### Task details
Beginning with the first line below, retype exactly each line through the one containing "border:9px solid #d22;". Leave out all pictures.

** Exercise data follows **

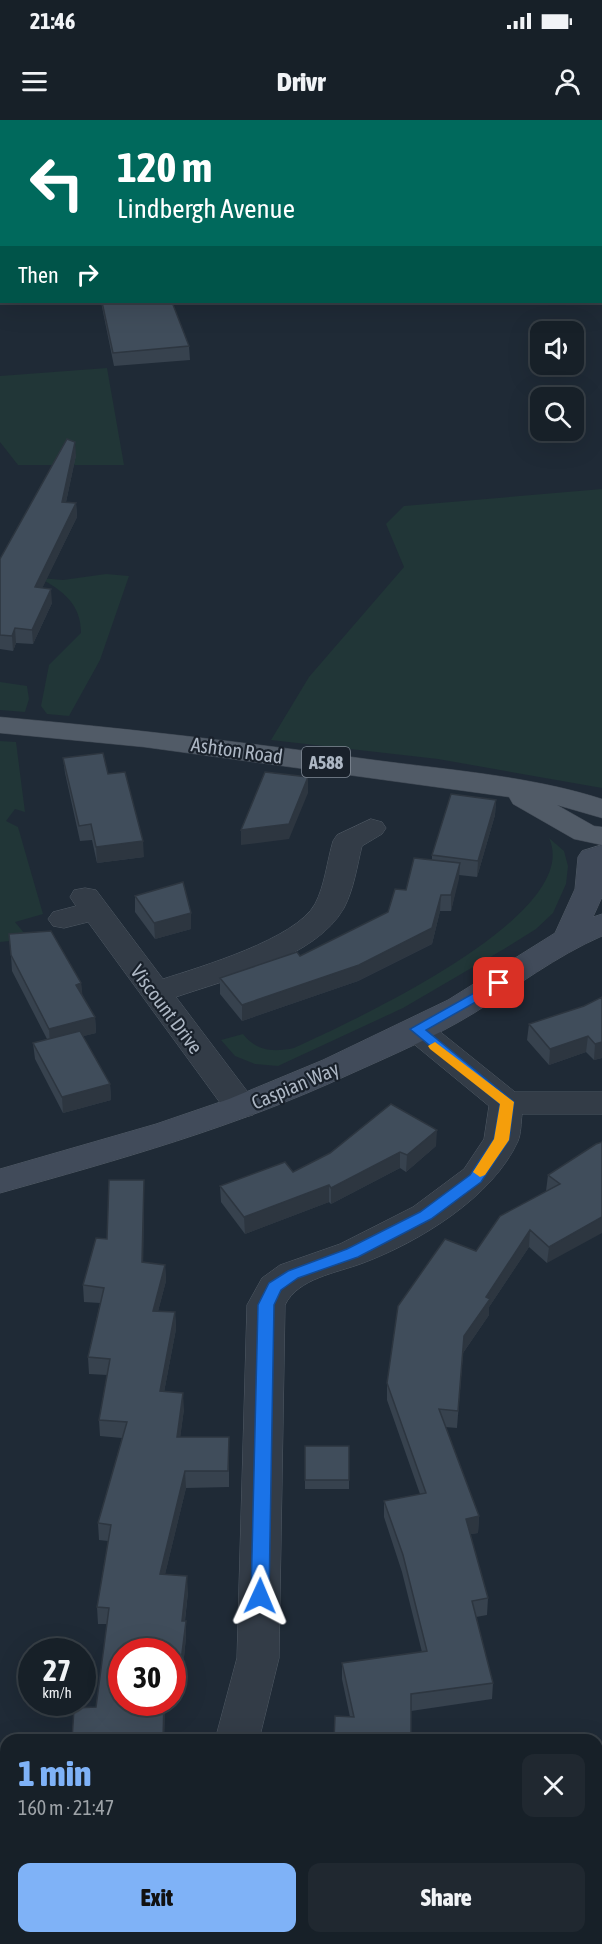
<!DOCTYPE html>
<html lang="en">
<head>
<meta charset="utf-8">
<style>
  :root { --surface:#172028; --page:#202830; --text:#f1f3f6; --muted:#9ea3a8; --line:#363e45; --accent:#7fb2f7 }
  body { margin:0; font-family:"Asap Condensed",sans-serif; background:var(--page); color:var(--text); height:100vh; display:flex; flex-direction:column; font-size:22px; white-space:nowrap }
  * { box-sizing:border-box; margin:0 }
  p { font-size:20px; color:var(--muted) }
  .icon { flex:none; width:33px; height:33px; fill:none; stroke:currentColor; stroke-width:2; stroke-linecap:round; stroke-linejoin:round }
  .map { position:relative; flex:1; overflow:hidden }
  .panel { position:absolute; left:0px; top:1614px; width:603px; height:210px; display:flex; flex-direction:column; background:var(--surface); border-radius:18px 18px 0 0; box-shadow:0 6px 24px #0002,0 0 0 2px var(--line) }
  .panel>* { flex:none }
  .guide { position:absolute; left:0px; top:0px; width:603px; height:183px; box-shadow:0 6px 24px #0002,0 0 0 2px var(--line); background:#00695c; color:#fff; overflow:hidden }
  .buttons { position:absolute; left:530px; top:201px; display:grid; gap:12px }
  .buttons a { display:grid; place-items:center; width:54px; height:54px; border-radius:12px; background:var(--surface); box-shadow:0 6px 24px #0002,0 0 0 2px var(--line); font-size:30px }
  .speed { position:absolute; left:18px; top:1518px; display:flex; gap:12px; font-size:30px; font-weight:700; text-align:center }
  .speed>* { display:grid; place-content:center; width:78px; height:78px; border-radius:50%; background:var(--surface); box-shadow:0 6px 24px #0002,0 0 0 2px var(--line); line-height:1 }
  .speed small { font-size:15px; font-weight:400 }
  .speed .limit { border:9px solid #d22; background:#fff; color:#111 }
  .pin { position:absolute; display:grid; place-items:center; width:51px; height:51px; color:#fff; margin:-26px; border-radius:12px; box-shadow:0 3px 9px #0006 }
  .me { position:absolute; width:66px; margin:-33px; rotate:1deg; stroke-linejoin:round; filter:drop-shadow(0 0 4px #0008) }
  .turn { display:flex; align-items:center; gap:21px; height:126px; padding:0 18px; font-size:27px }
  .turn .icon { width:78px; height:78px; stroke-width:2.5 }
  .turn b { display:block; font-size:42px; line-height:51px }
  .then { display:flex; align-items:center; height:57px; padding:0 18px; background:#0003; gap:12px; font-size:22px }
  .round { display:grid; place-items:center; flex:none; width:63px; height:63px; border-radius:12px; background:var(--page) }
  .headline { display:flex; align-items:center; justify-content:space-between; height:102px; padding:0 18px }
  h1 { font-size:36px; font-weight:800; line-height:45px; color:var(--accent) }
  .button { display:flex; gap:12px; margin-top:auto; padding:12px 18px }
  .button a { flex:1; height:69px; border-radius:12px; background:var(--accent); color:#111; font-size:24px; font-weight:800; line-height:69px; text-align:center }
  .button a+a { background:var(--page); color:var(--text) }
  .status { display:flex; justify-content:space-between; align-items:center; height:42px; padding:0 30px; background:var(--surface); direction:ltr }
  .status svg { height:16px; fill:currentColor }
  header { display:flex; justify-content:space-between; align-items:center; height:78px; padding:0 18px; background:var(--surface); font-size:27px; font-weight:800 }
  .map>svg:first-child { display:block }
</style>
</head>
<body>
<div class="status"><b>21:46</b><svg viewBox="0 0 49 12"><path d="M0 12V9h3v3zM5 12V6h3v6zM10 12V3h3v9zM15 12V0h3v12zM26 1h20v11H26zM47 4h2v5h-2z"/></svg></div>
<header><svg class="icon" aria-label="menu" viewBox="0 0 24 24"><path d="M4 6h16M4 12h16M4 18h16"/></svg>Drivr<svg class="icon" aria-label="person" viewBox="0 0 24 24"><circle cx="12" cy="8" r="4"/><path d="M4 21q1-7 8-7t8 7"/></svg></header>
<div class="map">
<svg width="602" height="1824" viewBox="0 0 602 1824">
  <rect width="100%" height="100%" fill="#1f2a36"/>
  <path fill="#213637" d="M107,248L124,345H18L0,322V256Z
    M602,369V668L438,639L271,620L309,557L404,447L386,404L404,386Z
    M106,454L129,456L100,540L69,596L47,594L41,586L49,545L81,513C81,484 63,471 40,458L63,460Z
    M0,562L27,566L29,579L25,592L0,590Z
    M0,621L16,622L25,692L15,689L6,701L18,707L43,794L15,802L29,819L0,822Z
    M549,718L564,731L568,746L566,764L553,793L536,809L504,829L403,888L278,946L255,944L235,936L221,920L243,914C257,932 274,932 294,928C348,903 585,796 549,718Z"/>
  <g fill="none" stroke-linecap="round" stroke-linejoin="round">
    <g stroke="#505a65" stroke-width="1">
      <path id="street" d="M371,699L382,702L386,708L382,714L362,726C357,746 354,769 344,788C316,838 228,859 176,877L253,979L258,987L253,995L241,998L229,995L88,802L64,808L53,806L48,799L53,792L76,786L70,777L74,770L85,768L96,770L163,859C200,847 296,819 315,784C325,765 327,741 333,721L337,715Z
        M416,898L428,902L515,972H602V994H522C521,1003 521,1014 518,1021C493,1077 419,1122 363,1143C337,1153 298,1158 285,1185L279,1538L259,1620H215L237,1538L247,1185L262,1158L280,1145L340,1124L413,1087L464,1049L484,1019L489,986L404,916L400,909L404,902Z
        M194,1818H242V1824H194Z"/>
    </g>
    <g stroke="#505a65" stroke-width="1">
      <path id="secondary" d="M602,725V777L593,797L602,794V816C556,836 516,867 474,893C435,917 390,936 348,955C236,1007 118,1040 0,1073V1049L156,1004L229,979L323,940L448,880L555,813L575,769L578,737L582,731Z"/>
    </g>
    <g stroke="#3c4550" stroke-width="1">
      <path id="primary" d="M0,597C125,608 250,623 374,640C449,650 530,656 602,679V698L557,685L594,706L602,707V725L574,719L513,684L509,677L144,627L0,613Z"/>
    </g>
    <use href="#street" fill="#333c47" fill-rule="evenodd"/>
    <use href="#secondary" fill="#414b5a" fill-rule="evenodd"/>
    <use href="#primary" fill="#515b67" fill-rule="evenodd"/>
  </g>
  <path fill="#37424e" d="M101,182H172L189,226L190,240L114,246L102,187Z
    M76,335L66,382L76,383L77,397L42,468L52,483L33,524L16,523L13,531L0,529V439Z
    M63,638L108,654L144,737L97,743L92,720L80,721L65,653Z
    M496,680L495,695L477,757L459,755L451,791H440L432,824L358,861L242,901L220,874V858L300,836L388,792L432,740V735Z
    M135,776L191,809L155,819L135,792Z
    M11,835L81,863L82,875L95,897L96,913L83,916L110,964L111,980L63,993L35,939L33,923L47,919L12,851Z
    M602,877V938L594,940L586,932L549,945L527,920L529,904L584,886Z
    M596,1024L547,1143L529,1127L489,1187V1195L463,1233L457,1308L445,1307L479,1396L478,1413L470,1414L488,1478L487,1495L476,1497L493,1563L492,1579L411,1591V1620L350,1597L342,1559V1543L422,1532L402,1452L384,1397V1381L420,1374L387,1280V1263L476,1131L546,1071L548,1055Z
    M436,1026L406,1052L400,1048L331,1084L329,1082L245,1114L221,1082L220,1066L293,1052Z
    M144,1060V1076L143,1143L165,1145L166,1161L158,1191L175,1192L176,1209L164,1272L184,1289L180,1317L229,1333V1367L186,1368L165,1454L188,1472L185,1501H186V1517L182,1557H172V1532L122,1582H170L169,1588H165L164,1620H72L96,1587L107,1504H98L97,1487L108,1421L99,1420L98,1403L122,1318L100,1316L99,1300L107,1255L89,1254L88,1237L100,1183L84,1182L83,1165L107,1119Z
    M305,1326H349V1369H305Z"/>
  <path fill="#2d3640" d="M75,322L76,335L63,396L62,382Z
    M76,383L77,397L36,481L35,467Z
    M51,469L52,483L33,524L32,510Z
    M15,508L16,523L13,531L12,516Z
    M308,657V673L289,719L241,725V710Z
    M496,680L495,695L477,757L478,741Z
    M143,721L144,737L97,743L96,727Z
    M460,743L459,759L451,791V775Z
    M441,775L440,791L432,824L358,861L242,901V885Z
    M191,793V809L155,819L154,803Z
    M81,863L83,879L76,865Z
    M95,897L96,913L50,925L49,909Z
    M588,916L586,932L549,945L550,929Z
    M602,922V938L594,940L595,924Z
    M110,964L111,980L63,993L62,977Z
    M437,1010L436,1026L406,1052L407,1035Z
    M400,1032V1048L331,1084V1068Z
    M144,1060V1076L143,1159L142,1142Z
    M329,1065V1082L245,1114L244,1097Z
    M602,1097V1113L547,1143L549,1127Z
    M530,1110L529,1127L489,1187V1195L463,1233L457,1308L464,1216L486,1177Z
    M165,1145L166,1161L154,1207L153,1191Z
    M175,1192L176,1209L161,1288L160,1271Z
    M183,1273L184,1289L178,1334L177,1317Z
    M185,1351L186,1368L161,1471L160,1454Z
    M479,1396L478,1413L465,1415L466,1399Z
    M187,1456L188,1472L183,1517L182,1501Z
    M186,1501V1517L182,1557L181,1541Z
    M164,1582L165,1588L164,1620H163Z
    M142,1818H144V1824H142Z"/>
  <path fill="#404d5b" stroke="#2d3640" stroke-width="1.5" d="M102,182H172L189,226L113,233Z
    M67,319L75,322L62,382L76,383L35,467L51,469L32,510L15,508L12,516L0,515V439Z
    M103,633L108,654L125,652L143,721L96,727L91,704L79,706L63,638Z
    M265,652L308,657L289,704L241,710Z
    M451,674L496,680L478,741L432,735Z
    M414,738L460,743L451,775H441L432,808L359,845L242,885L220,858L297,832L300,836L388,792L395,769L406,770Z
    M183,762L191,793L154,803L135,776Z
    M51,811L81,863L76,865L95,897L49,909L11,835L9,814Z
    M602,877V922L595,924L588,916L550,929L529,904L584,886Z
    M80,911L110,964L62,977L33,923Z
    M391,984L437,1010L407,1035L400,1032L331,1068L329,1065L244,1097L220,1066L285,1042L293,1052L330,1033Z
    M602,1022V1097L549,1127L530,1110L486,1177L490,1179L464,1216L458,1291L439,1289L479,1396L466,1399L488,1478L472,1481L493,1563L411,1574V1620H334L335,1596L354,1597L342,1543L427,1531L403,1435L384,1381L426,1373L387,1263L398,1186L445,1119L476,1131L500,1096L560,1064L548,1055L596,1024Z
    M109,1060H144L142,1142L165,1145L153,1191L175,1192L160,1271L183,1273L177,1317H229L228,1351H185L160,1454L187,1456L182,1501H186L181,1541L172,1540V1532H122V1582H164L163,1620H72L74,1588L96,1587L109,1488L97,1487L111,1405L98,1403L127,1302L99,1300L110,1239L88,1237L104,1168L83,1165L96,1118L107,1119Z
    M305,1326H349V1360H305Z
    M49,1818H142V1824H49Z
    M344,1818H427V1824H344Z"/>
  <path fill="#1a73e8" stroke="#114b97" stroke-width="1.5" d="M499,859L504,860V866L426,910L514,982L509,1020L481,1062L431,1099L358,1137L298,1158L281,1170L274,1185L269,1476L266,1481H254L251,1476L258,1185L269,1163L288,1151L347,1129L420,1092L470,1055L494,1019L500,984L410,909Z"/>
  <path fill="#f59e0b" d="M435,922L514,982L509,1020L485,1055L480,1057L473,1052L494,1019L500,984L430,929L428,926Z"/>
  <g text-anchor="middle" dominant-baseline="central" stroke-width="4.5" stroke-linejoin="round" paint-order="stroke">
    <rect fill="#19212b" stroke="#818a96" stroke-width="1.5" x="302" y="627" width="48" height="30" rx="4.5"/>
    <g font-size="18" font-weight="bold" fill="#adb7c4">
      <text x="326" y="642">A588</text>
    </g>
    <g font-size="20" fill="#adb7c4" stroke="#19212b">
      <text transform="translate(237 630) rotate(8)">Ashton Road</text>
      <text transform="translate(167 889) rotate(53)">Viscount Drive</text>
      <text transform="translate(295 965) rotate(-23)">Caspian Way</text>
    </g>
  </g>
</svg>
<div class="buttons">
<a><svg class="icon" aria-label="sound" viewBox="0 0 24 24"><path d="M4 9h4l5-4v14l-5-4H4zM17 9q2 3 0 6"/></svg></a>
<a><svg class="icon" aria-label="search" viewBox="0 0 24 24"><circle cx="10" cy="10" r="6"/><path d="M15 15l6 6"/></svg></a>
</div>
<div class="speed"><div>27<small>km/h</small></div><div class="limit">30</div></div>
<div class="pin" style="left:499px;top:863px;background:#d93025"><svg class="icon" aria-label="arrive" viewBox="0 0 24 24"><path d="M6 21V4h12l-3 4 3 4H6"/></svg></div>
<svg class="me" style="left:260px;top:1476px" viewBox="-20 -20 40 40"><path d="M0-17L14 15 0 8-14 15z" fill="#1a73e8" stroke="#fff" stroke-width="4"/></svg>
<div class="guide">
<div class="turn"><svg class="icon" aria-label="left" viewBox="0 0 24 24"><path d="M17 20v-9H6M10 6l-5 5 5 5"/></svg><div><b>120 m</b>Lindbergh Avenue</div></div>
<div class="then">Then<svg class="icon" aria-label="right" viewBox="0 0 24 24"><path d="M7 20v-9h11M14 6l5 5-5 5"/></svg></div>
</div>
<section class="panel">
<div class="headline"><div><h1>1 min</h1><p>160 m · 21:47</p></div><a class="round"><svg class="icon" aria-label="close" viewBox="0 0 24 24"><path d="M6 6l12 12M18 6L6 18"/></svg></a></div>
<div class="button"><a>Exit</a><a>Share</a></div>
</section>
</div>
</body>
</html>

** End of Exercise data **

### Response
<!DOCTYPE html>
<html lang="en">
<head>
<meta charset="utf-8">
<style>
  :root { --surface:#172028; --page:#202830; --text:#f1f3f6; --muted:#9ea3a8; --line:#363e45; --accent:#7fb2f7 }
  body { margin:0; font-family:"Asap Condensed",sans-serif; background:var(--page); color:var(--text); height:100vh; display:flex; flex-direction:column; font-size:22px; white-space:nowrap }
  * { box-sizing:border-box; margin:0 }
  p { font-size:20px; color:var(--muted) }
  .icon { flex:none; width:33px; height:33px; fill:none; stroke:currentColor; stroke-width:2; stroke-linecap:round; stroke-linejoin:round }
  .map { position:relative; flex:1; overflow:hidden }
  .panel { position:absolute; left:0px; top:1614px; width:603px; height:210px; display:flex; flex-direction:column; background:var(--surface); border-radius:18px 18px 0 0; box-shadow:0 6px 24px #0002,0 0 0 2px var(--line) }
  .panel>* { flex:none }
  .guide { position:absolute; left:0px; top:0px; width:603px; height:183px; box-shadow:0 6px 24px #0002,0 0 0 2px var(--line); background:#00695c; color:#fff; overflow:hidden }
  .buttons { position:absolute; left:530px; top:201px; display:grid; gap:12px }
  .buttons a { display:grid; place-items:center; width:54px; height:54px; border-radius:12px; background:var(--surface); box-shadow:0 6px 24px #0002,0 0 0 2px var(--line); font-size:30px }
  .speed { position:absolute; left:18px; top:1518px; display:flex; gap:12px; font-size:30px; font-weight:700; text-align:center }
  .speed>* { display:grid; place-content:center; width:78px; height:78px; border-radius:50%; background:var(--surface); box-shadow:0 6px 24px #0002,0 0 0 2px var(--line); line-height:1 }
  .speed small { font-size:15px; font-weight:400 }
  .speed .limit { border:9px solid #d22; background:#fff; color:#111 }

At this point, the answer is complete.